_PROBLEM TO SOLVE_. Go through the data and report each line that holds the string "weight".

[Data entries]
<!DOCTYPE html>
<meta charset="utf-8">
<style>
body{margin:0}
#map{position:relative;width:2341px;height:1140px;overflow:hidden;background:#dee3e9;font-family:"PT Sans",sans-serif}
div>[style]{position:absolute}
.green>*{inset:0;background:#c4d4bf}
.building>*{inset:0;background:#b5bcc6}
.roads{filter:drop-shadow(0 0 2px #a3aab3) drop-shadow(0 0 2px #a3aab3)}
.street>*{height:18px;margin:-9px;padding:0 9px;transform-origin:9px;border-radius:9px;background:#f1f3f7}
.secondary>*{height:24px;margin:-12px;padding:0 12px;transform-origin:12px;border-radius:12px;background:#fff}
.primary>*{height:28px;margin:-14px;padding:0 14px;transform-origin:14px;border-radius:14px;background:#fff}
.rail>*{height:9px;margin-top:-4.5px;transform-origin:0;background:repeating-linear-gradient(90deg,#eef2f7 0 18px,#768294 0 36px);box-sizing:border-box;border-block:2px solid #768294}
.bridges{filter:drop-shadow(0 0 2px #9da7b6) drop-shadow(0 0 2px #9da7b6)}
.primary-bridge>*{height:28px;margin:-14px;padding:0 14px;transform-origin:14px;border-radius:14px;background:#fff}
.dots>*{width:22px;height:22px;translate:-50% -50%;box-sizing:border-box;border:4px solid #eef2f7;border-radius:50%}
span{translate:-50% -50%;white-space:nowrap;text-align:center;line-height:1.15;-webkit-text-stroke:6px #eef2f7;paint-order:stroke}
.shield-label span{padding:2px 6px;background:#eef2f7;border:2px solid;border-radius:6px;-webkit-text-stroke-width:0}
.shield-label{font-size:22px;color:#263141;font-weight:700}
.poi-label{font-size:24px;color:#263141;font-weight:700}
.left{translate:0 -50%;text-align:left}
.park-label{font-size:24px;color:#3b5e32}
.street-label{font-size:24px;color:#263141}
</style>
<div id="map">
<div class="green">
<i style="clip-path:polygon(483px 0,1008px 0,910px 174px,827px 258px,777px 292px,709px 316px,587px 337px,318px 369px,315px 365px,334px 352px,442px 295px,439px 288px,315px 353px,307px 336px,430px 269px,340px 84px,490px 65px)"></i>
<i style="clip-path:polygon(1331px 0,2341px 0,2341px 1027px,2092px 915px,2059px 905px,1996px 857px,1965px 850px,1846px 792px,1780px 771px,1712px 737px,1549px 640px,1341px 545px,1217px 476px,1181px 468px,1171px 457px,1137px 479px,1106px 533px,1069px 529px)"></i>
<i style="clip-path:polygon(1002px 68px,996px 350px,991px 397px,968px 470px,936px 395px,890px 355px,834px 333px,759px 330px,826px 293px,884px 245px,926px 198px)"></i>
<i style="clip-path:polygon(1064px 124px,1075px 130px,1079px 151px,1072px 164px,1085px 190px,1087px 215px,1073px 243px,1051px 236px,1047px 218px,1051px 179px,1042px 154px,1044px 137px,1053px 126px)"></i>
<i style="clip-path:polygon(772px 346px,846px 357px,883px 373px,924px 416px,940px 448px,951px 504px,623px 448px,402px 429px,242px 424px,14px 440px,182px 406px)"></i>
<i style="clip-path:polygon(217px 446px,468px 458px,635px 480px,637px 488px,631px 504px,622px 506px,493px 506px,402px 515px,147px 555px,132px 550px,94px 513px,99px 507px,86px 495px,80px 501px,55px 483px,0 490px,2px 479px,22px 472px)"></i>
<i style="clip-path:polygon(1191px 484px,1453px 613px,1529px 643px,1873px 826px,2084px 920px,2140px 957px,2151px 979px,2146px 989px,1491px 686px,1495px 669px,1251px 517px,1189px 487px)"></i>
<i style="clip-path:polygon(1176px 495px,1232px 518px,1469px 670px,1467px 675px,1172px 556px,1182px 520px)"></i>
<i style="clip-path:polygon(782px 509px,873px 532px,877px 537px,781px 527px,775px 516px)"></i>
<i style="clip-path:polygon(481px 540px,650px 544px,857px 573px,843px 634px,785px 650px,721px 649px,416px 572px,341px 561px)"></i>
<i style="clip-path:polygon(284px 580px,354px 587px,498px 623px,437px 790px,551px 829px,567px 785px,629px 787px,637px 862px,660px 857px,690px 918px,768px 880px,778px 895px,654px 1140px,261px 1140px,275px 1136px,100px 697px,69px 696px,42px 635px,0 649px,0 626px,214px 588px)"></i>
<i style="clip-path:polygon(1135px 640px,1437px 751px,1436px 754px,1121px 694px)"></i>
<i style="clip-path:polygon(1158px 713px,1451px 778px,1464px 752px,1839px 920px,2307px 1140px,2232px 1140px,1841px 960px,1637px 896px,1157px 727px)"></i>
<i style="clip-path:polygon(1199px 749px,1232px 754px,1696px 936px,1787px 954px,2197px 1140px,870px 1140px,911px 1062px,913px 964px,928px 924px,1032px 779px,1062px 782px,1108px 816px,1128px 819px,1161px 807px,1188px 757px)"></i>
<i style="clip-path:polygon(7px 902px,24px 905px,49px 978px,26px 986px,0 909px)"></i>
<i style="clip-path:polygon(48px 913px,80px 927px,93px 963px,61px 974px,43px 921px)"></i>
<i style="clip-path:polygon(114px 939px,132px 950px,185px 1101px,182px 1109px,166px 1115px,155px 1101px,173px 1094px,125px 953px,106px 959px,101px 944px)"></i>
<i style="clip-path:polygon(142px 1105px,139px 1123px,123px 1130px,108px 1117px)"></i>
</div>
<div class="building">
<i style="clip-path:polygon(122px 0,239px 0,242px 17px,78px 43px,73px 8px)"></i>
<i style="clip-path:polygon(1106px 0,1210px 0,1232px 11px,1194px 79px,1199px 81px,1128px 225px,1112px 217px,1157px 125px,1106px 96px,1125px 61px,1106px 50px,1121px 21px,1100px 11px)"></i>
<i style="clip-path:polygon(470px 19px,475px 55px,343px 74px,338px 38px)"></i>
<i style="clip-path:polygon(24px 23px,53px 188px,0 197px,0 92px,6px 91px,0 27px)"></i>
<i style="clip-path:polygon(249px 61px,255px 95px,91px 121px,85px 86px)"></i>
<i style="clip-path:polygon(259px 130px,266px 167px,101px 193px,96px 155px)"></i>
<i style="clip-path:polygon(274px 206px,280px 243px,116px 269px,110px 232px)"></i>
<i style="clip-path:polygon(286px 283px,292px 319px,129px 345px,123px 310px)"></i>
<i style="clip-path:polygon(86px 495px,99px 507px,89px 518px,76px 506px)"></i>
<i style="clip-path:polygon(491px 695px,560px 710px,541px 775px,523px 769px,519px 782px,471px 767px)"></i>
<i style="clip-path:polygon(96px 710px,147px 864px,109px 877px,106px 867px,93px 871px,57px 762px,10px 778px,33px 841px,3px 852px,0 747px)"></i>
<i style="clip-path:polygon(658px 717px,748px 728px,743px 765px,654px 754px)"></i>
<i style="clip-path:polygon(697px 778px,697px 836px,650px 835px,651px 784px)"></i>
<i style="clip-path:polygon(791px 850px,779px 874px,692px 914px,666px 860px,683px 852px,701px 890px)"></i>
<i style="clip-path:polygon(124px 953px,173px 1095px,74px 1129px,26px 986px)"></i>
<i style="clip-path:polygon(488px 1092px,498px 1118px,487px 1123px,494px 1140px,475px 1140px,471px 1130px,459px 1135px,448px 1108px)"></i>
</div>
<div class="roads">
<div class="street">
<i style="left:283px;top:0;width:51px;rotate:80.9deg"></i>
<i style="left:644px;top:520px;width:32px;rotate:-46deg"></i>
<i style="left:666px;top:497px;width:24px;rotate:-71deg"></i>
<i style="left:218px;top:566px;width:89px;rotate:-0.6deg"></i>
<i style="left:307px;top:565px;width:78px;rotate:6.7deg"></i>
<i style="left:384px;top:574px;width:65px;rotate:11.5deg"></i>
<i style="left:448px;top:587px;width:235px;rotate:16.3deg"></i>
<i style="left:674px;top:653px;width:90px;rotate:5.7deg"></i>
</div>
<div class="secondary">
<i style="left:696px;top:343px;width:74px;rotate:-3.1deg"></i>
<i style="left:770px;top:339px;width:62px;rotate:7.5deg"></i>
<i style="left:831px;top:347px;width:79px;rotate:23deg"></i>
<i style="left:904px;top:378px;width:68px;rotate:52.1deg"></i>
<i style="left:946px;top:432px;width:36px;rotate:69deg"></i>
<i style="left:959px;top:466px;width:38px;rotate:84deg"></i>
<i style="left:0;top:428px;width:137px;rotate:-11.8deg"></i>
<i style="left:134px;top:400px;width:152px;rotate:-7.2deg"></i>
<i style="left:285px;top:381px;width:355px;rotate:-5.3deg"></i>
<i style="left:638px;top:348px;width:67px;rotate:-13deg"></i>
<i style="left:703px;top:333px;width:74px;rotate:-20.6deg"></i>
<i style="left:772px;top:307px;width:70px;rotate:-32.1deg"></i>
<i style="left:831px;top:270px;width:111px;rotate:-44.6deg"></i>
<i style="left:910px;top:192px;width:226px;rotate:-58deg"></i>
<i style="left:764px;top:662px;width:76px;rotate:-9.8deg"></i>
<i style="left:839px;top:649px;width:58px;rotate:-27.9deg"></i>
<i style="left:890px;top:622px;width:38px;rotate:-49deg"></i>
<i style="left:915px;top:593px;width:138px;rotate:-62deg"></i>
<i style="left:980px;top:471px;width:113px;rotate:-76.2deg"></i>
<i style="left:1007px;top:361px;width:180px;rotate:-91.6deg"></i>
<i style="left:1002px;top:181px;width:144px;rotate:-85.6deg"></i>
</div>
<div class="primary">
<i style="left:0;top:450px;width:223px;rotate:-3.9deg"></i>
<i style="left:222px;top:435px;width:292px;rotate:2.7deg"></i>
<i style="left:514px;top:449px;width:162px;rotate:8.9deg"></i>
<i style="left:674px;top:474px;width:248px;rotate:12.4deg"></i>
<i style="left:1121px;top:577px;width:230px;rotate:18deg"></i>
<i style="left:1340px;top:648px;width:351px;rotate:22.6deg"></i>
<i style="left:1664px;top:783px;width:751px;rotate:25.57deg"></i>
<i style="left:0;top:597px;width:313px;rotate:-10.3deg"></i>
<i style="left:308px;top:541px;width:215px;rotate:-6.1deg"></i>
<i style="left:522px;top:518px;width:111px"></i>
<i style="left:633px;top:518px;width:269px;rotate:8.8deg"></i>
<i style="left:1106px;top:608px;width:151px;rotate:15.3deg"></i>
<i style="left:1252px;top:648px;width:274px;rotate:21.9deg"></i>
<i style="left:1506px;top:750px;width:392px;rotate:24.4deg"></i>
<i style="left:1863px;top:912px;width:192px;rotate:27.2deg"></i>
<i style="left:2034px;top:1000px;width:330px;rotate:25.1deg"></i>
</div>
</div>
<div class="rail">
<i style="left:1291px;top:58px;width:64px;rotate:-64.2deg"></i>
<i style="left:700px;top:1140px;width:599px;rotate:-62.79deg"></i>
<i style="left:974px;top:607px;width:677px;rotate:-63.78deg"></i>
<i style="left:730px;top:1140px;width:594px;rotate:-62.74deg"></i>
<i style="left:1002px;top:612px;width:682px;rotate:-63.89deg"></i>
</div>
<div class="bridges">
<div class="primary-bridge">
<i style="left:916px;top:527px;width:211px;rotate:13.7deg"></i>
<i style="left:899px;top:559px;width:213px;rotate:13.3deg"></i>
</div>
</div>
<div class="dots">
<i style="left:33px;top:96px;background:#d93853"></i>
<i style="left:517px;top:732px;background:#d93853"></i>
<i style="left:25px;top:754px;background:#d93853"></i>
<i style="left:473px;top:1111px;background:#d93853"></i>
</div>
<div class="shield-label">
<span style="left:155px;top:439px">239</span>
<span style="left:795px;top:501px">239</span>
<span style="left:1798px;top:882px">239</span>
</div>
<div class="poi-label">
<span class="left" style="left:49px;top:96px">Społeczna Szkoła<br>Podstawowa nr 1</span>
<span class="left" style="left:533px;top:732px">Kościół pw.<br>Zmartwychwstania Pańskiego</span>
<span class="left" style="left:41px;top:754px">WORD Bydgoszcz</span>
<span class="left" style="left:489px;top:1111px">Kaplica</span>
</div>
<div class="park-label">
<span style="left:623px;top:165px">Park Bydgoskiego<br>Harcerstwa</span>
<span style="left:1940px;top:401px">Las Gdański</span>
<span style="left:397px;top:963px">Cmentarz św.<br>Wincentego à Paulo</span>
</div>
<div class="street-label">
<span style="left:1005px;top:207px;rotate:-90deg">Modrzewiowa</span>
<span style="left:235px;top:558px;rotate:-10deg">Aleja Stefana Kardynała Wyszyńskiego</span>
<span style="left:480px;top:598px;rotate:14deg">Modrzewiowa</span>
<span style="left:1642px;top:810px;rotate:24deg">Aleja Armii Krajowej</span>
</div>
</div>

_OUTPUT FOR THIS TASK_.
.shield-label{font-size:22px;color:#263141;font-weight:700}
.poi-label{font-size:24px;color:#263141;font-weight:700}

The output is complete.